50 lb braid should be plenty! you should be able to get at least 350 yds on a 309. what is it gonna be used for? 50lb braid probably has the strength of 70lb mono or better.


----------



## sea trout (Jul 20, 2010)

i spooled 300 yrd of 65 pound braid on my 320. they are almost the same size. i think you would hold at least 300 yrds of 50 and almost 300 yrds of 65.


----------



## DBM78 (Jul 20, 2010)

What are you fishing for?


----------



## big dan the bow man (Jul 21, 2010)

*big stuff from the surf*



DBM78 said:


> What are you fishing for?



5 to 7 ft sharks from surf


----------



## big dan the bow man (Jul 21, 2010)

*sharks from the surf*



wharfrat said:


> 50 lb braid should be plenty! you should be able to get at least 350 yds on a 309. what is it gonna be used for? 50lb braid probably has the strength of 70lb mono or better.[/QUOTE
> 
> sharks from the surf (nothing giant6 to 7ft at the most)


----------



## wharfrat (Jul 21, 2010)

big dan the bow man said:


> or would 50 pound power pro be better?(if so how many yards would it hold)
> 
> 
> 
> i'm confused the penn site ses it holds 350 yards of 30 lb mono and 65 pound braid is only a little over 1/2 as thick so shouldent it hold a lot more braid or is the penn site wrong?

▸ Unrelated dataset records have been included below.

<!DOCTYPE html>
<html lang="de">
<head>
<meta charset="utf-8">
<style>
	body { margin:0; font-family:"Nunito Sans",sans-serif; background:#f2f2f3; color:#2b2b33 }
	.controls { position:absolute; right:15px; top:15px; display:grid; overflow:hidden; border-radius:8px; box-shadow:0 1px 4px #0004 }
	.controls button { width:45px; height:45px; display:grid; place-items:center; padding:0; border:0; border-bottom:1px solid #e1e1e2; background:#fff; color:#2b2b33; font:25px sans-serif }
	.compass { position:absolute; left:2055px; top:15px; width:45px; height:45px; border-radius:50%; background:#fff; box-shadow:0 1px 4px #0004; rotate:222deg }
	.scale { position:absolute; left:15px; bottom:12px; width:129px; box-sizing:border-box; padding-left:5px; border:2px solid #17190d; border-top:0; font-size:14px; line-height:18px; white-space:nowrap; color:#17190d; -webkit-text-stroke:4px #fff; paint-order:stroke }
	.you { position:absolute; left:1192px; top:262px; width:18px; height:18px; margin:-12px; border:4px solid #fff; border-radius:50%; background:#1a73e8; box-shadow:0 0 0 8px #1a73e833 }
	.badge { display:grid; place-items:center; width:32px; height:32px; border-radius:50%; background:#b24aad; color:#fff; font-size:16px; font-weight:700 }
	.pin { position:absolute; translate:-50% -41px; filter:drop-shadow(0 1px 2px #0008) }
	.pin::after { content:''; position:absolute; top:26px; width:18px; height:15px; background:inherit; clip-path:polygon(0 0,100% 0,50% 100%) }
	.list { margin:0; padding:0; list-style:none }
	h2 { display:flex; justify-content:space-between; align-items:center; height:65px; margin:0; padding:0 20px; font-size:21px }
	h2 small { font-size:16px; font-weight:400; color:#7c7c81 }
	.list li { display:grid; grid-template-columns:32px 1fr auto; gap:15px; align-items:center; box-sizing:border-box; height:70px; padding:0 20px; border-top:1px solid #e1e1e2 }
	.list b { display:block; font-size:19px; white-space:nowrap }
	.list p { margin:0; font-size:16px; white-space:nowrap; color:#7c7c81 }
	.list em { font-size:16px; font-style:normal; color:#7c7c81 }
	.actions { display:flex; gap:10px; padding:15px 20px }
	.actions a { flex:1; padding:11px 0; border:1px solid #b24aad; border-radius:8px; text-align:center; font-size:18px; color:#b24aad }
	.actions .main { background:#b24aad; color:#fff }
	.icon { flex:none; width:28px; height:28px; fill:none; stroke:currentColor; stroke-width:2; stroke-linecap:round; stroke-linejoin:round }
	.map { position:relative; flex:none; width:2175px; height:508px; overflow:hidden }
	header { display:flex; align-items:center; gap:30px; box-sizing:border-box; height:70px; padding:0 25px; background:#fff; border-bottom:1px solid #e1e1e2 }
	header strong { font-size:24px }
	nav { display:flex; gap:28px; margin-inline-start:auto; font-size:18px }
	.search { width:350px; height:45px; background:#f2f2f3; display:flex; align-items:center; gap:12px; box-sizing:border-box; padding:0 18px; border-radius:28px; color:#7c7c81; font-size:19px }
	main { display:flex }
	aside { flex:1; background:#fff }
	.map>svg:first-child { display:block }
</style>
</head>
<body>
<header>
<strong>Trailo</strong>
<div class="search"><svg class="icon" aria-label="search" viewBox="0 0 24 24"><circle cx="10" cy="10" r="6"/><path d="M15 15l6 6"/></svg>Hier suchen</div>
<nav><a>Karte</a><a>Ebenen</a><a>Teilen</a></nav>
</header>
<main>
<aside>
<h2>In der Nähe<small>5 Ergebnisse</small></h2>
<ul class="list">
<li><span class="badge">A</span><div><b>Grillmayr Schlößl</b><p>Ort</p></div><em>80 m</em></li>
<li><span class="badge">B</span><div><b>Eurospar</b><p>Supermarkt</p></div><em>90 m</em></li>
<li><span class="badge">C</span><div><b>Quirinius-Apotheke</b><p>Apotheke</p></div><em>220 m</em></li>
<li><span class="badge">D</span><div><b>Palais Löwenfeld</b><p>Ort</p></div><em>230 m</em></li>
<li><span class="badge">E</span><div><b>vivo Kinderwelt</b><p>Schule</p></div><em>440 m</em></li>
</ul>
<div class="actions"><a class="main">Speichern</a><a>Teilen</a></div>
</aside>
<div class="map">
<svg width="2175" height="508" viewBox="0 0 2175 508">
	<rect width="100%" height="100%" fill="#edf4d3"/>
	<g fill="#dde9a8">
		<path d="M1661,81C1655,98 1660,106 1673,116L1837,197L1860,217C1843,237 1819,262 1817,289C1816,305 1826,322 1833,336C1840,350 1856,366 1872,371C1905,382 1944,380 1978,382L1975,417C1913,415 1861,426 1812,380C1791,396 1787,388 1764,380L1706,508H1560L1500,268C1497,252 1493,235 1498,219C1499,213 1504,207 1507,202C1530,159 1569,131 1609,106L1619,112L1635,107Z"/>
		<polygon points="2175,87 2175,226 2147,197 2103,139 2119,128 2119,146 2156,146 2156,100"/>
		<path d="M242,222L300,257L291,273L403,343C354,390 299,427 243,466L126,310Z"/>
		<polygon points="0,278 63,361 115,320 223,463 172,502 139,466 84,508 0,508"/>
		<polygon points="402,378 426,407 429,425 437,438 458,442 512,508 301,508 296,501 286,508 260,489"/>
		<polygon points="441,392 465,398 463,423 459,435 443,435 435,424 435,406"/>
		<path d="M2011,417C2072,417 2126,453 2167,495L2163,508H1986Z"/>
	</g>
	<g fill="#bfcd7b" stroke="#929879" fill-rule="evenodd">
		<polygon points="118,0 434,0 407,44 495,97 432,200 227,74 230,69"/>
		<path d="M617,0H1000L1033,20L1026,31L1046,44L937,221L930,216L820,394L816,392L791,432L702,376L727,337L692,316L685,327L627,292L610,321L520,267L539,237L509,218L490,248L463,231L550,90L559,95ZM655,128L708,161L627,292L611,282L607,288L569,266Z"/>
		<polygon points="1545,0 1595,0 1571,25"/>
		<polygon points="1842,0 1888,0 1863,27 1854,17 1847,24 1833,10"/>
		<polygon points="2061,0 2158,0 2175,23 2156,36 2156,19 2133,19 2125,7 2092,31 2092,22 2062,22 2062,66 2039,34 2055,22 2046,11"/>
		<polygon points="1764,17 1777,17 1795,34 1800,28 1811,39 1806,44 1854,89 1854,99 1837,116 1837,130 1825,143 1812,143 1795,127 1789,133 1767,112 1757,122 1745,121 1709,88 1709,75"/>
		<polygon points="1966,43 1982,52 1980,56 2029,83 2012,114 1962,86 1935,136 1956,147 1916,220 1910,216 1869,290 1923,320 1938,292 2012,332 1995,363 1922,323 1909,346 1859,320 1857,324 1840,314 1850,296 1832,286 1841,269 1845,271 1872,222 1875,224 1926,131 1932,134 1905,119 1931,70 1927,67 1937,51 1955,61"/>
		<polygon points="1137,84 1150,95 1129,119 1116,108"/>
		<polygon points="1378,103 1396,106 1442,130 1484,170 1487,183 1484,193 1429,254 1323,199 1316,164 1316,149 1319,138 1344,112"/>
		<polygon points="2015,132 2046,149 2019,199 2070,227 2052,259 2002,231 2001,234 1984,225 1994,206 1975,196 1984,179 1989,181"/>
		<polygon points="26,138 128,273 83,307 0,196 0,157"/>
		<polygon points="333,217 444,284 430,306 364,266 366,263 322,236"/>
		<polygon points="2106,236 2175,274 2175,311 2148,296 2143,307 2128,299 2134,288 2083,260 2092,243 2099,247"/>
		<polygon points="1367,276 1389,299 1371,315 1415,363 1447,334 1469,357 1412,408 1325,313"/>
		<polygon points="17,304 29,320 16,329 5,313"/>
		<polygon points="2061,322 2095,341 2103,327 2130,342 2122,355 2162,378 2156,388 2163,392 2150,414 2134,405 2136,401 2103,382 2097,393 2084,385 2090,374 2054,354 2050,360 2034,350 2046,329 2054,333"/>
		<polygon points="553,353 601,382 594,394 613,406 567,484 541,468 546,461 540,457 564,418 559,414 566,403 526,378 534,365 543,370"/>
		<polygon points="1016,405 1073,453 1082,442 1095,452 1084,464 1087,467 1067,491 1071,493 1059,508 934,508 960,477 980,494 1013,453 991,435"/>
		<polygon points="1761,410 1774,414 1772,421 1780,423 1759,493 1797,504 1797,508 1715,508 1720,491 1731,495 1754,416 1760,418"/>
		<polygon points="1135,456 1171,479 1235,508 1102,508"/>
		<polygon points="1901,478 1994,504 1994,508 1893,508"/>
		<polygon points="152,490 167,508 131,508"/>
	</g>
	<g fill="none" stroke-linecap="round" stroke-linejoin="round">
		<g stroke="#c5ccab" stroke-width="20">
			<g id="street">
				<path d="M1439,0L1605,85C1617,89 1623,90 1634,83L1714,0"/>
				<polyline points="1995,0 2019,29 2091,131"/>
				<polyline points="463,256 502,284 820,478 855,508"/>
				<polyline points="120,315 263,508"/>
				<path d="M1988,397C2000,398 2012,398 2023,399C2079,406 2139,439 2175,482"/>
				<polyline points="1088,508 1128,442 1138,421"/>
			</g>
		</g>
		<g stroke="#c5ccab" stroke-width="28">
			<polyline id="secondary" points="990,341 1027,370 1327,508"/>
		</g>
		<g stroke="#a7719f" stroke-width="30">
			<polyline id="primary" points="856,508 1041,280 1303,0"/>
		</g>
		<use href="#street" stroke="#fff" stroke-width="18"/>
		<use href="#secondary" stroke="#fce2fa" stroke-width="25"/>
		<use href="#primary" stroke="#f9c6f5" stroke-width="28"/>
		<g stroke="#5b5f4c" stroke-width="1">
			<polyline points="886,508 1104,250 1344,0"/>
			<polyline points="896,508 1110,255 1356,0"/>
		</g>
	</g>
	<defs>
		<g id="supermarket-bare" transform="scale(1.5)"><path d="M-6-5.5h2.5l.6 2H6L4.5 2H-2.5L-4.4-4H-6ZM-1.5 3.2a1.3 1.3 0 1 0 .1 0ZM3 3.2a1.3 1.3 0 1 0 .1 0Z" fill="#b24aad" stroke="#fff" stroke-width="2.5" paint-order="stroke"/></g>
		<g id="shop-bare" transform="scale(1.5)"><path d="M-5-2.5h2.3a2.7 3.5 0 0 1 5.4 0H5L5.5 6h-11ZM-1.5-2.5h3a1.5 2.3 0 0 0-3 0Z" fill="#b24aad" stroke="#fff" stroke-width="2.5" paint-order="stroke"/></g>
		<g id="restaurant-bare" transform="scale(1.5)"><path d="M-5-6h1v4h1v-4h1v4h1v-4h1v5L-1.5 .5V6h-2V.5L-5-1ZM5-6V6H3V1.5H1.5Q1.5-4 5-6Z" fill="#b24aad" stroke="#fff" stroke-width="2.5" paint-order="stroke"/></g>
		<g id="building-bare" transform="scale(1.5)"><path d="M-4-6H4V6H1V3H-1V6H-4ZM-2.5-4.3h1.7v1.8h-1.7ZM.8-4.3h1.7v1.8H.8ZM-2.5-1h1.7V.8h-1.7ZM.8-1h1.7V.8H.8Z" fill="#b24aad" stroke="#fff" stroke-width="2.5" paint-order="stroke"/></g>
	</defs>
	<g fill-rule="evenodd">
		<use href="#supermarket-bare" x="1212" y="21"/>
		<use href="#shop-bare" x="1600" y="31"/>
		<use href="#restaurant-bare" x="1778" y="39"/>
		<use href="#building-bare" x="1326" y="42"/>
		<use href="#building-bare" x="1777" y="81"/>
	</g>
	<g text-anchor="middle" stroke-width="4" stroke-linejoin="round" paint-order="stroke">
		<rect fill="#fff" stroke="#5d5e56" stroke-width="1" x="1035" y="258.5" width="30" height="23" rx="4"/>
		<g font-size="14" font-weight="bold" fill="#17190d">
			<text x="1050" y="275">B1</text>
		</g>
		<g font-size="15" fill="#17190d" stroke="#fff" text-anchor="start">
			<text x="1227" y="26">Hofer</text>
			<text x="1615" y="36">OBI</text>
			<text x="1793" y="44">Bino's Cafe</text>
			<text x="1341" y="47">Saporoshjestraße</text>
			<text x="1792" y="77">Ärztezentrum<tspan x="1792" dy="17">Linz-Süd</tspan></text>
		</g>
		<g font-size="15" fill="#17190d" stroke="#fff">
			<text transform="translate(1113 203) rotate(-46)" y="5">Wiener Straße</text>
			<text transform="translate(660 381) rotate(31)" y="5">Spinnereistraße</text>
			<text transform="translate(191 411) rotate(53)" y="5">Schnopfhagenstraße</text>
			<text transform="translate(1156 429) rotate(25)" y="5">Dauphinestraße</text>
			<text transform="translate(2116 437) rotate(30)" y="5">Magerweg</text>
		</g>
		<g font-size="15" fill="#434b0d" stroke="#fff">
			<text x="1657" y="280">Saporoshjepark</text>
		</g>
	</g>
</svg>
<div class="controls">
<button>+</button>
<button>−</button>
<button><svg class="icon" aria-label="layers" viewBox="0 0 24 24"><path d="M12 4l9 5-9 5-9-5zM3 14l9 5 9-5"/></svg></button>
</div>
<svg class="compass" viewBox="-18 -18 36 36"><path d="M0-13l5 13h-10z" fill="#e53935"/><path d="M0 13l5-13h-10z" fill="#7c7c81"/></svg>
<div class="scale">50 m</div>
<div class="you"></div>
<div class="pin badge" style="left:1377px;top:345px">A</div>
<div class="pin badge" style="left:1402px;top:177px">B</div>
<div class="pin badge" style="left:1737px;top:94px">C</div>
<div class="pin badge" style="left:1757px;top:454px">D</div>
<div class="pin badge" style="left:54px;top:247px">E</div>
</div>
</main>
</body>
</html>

I think power pro 65lb is only about the same as 16lb mono in diameter. So yes, if you fill the 309 with all braid you could probably get over 600 yards on the spool. Most people use mono backing though.


----------



## Doyle (Jul 21, 2010)

I agree with Warfrat.  Use only a 150yd spool of Powerpro and good mono backing for the rest.


----------



## Tide-Dancer (Jul 21, 2010)

Yep. Use mono as a backing. No sense is wasting money.


----------



## Six million dollar ham (Jul 21, 2010)

wharfrat said:


> 50lb braid probably has the strength of 70lb mono or better.



Seriously?


----------



## FishingAddict (Jul 21, 2010)

Six million dollar ham said:


> Seriously?



Yep, in most tests, braid has almost 2x the breaking point of what it says on the box, unlike mono.  It could cause a problem with line class world records.


----------



## DBM78 (Jul 21, 2010)

big dan the bow man said:


> 5 to 7 ft sharks from surf



Make sure you have a good mono leader the beach floor will tear up some braid after casting it out and bring it back in a few days. Good luck.


----------



## Bryannecker (Jul 22, 2010)

I understand that braid tends to compress and may crush the spool, so mono backing is recommended to cushion the braid and prevent that from happening.  As stated (Supra) the cost of braid is such that a mono backing makes sense, too. 

I use braid a lot but have found that a slip knot pulled too tight tends to strip the cortex of the braid off and means that you must check it often of suffer a line part at the point of said slip knot.  This situation is for use of braid for trout and bass with a float rig. 

For feeling the bite of sheepies, it is great. 

Capt. Jimmy


----------